0484 - Das Ende der ODIKON
Feuersalve war die Antwort. Rhodan hörte das bösartige Zischen der Kugeln.
Dann ertönte ein dumpfes Klatschen. Rhodan sprang auf und stürmte vorwärts, denn er wußte, daß Atlan angegriffen hatte.
Vor ihm im Nebel tauchten zwei Gestalten auf, die heftig um den Besitz des Gewehres rangen.
„Ein Mädchen!" schrie Atlan. In seiner Stimme mischte sich Ärger und widerwillige Bewunderung. „Das dumme Ding hätte mich fast erschossen."
Rhodan lächelte und blieb stehen. Es gelang dem Arkoniden, das Mädchen zu entwaffnen. Viel war von der Fremden nicht zu sehen, denn sie trug einen weiten Umhang und einen Schlapphut.
„Das werden Sie noch bereuen!" schrie sie. „Eines Tages wird mein Vater wieder Ganjator sein, dann wird man Sie bestrafen."
„Immer mit der Ruhe!" sagte Rhodan sanft. „Sie vergessen, daß Sie es waren, die angegriffen hat."
„Fragen Sie, was sie hier will!" drängten Ovarons Gedanken.
„Wer sind Sie?" erkundigte sich Rhodan.’ „Was haben Sie in dieser einsamen Bergwelt verloren?"
Sie warf den Kopf in den Nacken.
„Das könnte ich Sie auch fragen."
„Sie sind unverschämt", erklärte Atlan und bog ihr mit einer raschen Bewegung den Arm auf den Rücken. „Wenn Sie nicht sprechen, werden Sie schon zu dieser frühen Morgenstunde ein kühles Bad nehmen." Um seine Worte zu unterstreichen, schob er sie gewaltsam auf den Bach zu.
„Lassen Sie das!" Sie wand sich in Atlans Griffen. Dann trat sie dem Arkoniden gegen das Bein.
Atlan zog sie zu sich heran.
„Das reicht!" meinte er und hielt sie entschlossen fest.
„Sprechen Sie endlich. Wir sind Fremde, denen die Verhältnisse auf dieser Welt mehr oder weniger gleichgültig sind. Allerdings werden wir nervös, wenn man auf uns schießt."
„Mein Vater ist Ganjator", erklärte sie widerwillig. „Er wurde zusammen mit der Regierung abgelöst.
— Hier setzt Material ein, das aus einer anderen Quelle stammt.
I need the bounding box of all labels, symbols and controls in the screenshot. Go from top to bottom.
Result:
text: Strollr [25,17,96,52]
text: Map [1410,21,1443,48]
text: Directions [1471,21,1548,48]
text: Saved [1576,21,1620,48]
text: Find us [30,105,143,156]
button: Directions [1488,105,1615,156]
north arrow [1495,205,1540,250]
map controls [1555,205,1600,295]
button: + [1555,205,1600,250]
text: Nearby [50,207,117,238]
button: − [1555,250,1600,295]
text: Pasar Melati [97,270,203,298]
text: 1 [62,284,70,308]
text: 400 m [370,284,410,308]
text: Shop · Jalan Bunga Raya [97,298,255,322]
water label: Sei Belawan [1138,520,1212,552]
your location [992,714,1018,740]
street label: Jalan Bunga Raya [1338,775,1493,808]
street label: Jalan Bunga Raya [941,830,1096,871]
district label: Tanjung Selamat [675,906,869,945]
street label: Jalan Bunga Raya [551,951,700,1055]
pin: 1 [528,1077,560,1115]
Angeblich hat das der Ganjo veranlaßt."
„Deshalb sind Sie geflohen", kombinierte Rhodan. ‘Sie befürchten, daß Familien und Bekannte der Regierungsmitglieder nicht sicher sind."
„Ja!" antwortete sie trotzig.
Rhodan gab Atlan einen Wink.
„Laß sie los!"
„Und wer sind Sie?" fragte das Mädchen, nachdem es aus Atlans Griff freigekommen war. „Gehören Sie etwa zu den Perdaschisten?"
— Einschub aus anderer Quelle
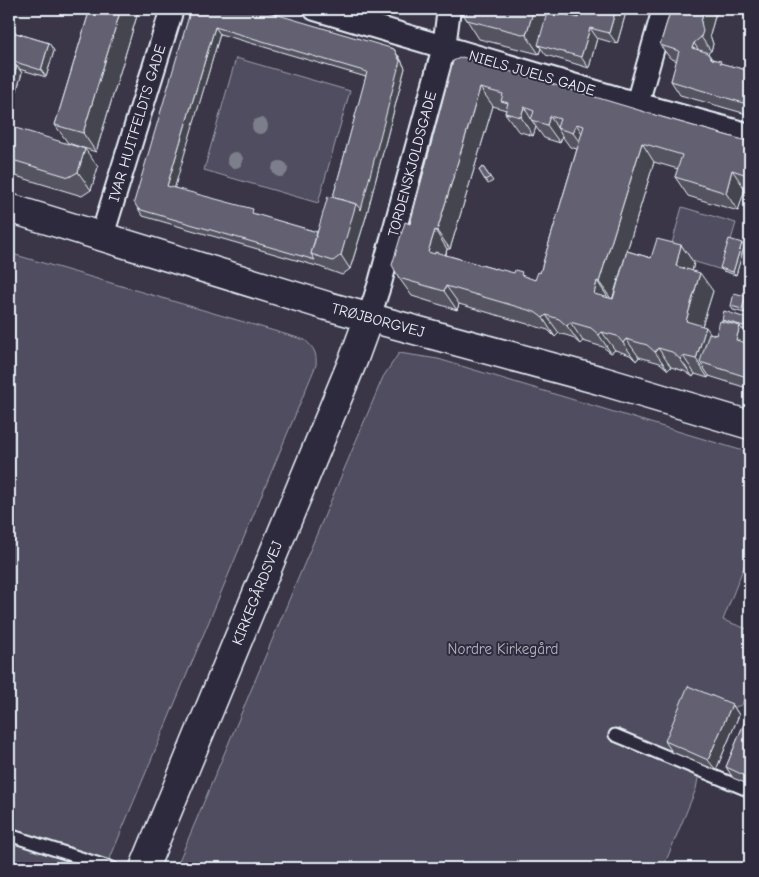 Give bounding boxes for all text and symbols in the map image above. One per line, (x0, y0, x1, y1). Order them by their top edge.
street label: IVAR HUITFELDTS GADE (104, 42, 170, 204)
street label: NIELS JUELS GADE (467, 46, 597, 100)
street label: TORDENSKJOLDSGADE (384, 89, 440, 239)
street label: TRØJBORGVEJ (329, 299, 427, 341)
street label: KIRKEGÅRDSVEJ (227, 538, 286, 648)
park label: Nordre Kirkegård (448, 640, 558, 658) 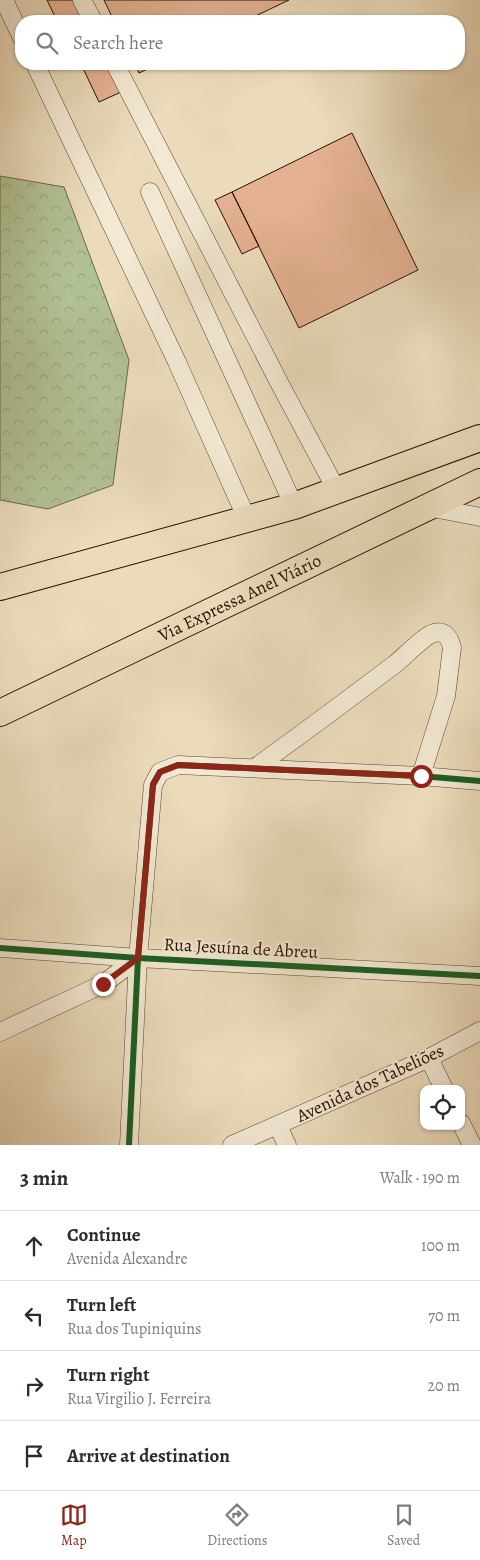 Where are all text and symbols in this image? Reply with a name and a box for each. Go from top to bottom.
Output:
search box [15,15,465,70]
icon: search [33,29,61,57]
text: Search here [73,30,163,56]
street label: Via Expressa Anel Viário [153,548,325,648]
route start [410,765,433,788]
street label: Rua Jesuína de Abreu [163,932,319,964]
route end [92,973,115,996]
street label: Avenida dos Tabeliões [291,1038,448,1128]
map controls [420,1085,465,1130]
button: locate [420,1085,465,1130]
text: 3 min [20,1164,68,1192]
text: Walk · 190 m [380,1167,460,1189]
text: Continue [67,1222,141,1248]
icon: ahead [20,1232,48,1260]
text: 100 m [421,1235,460,1257]
text: Avenida Alexandre [67,1248,188,1270]
text: Turn left [67,1292,136,1318]
icon: left [20,1302,48,1330]
text: 70 m [428,1305,460,1327]
text: Rua dos Tupiniquins [67,1318,202,1340]
text: Turn right [67,1362,149,1388]
icon: right [20,1372,48,1400]
text: 20 m [427,1375,460,1397]
text: Rua Virgilio J. Ferreira [67,1388,211,1410]
icon: arrive [20,1442,48,1470]
text: Arrive at destination [67,1443,230,1469]
tab: Map [60,1501,88,1550]
tab: Directions [207,1501,267,1550]
tab: Saved [387,1501,420,1550]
Rhodan war schon halb entschlossen, ihr die Wahrheit zu sagen, doch Ovaron warnte ihn.
„Wir sind Händler", sagte Rhodan ausweichend. „Der Umsturz hat uns bewogen, in die Berge zu fliehen. Aber jetzt kehren wir nach Cappinoscha zurück."
Trotz des Nebels war zu sehen, daß das Mädchen verächtlich lachte. Sie glaubte kein Wort.
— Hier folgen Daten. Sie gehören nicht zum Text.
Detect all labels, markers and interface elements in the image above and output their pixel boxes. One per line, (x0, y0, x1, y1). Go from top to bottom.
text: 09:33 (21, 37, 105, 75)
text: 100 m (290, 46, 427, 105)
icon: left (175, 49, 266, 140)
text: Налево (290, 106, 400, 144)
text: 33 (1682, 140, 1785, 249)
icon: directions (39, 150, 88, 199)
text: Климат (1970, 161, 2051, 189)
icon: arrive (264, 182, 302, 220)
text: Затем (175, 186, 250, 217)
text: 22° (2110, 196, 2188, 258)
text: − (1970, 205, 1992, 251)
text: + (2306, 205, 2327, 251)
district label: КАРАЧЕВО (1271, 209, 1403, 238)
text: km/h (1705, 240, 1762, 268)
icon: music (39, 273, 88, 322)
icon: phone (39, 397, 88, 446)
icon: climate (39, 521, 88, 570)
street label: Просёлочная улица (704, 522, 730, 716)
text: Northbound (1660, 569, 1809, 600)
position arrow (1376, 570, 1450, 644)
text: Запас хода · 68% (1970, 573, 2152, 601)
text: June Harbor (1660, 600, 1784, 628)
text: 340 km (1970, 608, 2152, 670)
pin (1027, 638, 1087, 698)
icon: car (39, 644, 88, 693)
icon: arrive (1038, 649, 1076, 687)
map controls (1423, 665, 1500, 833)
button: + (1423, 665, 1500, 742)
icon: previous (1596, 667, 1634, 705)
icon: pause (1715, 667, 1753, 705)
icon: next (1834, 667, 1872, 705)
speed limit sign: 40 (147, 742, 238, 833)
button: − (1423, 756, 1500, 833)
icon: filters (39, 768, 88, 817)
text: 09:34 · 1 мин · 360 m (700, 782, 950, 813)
„Wollen Sie uns begleiten?" fragte Rhodan. „Vielleicht könnten wir uns gegenseitig helfen."
Sie streckte einen Arm aus.
„Kann ich meine Waffe haben?"
Atlan zögerte; gab dann aber das Gewehr zurück. Das Mädchen zog es über die Schulter. Ihr sicheres Auftreten ließ Rhodan vermuten, daß sie nicht zum erstenmal mit einer Waffe umging.
„Also, was ist?" fragte Atlan ungeduldig. „Kommen Sie mit?"
Sie nahm ihren Schlapphut ab und warf die Haare zurück. Ihr Gesicht war sehr schmal, so daß die Augen unnatürlich groß wirkten.
„Meine Familie hat hier oben in den Bergen eine Jagdhütte", erklärte sie. „Dorthin werde ich mich zurückziehen und warten, bis sich die Verhältnisse in der Stadt normalisiert haben. Die verrückten Ganjopriester werden sich nicht lange halten.
Außerdem glaube ich, daß der Ganjo auf solche Helfer keinen Wert legt."
Sie zog sich langsam zurück. Dabei brachte sie das Gewehr in Anschlag.
„Es ist besser, wenn Sie mir nicht folgen!" sagte sie mit Nachdruck. „Wenn Sie in der Nähe unserer Hütte auftauchen, werde ich das Feuer auf Sie eröffnen."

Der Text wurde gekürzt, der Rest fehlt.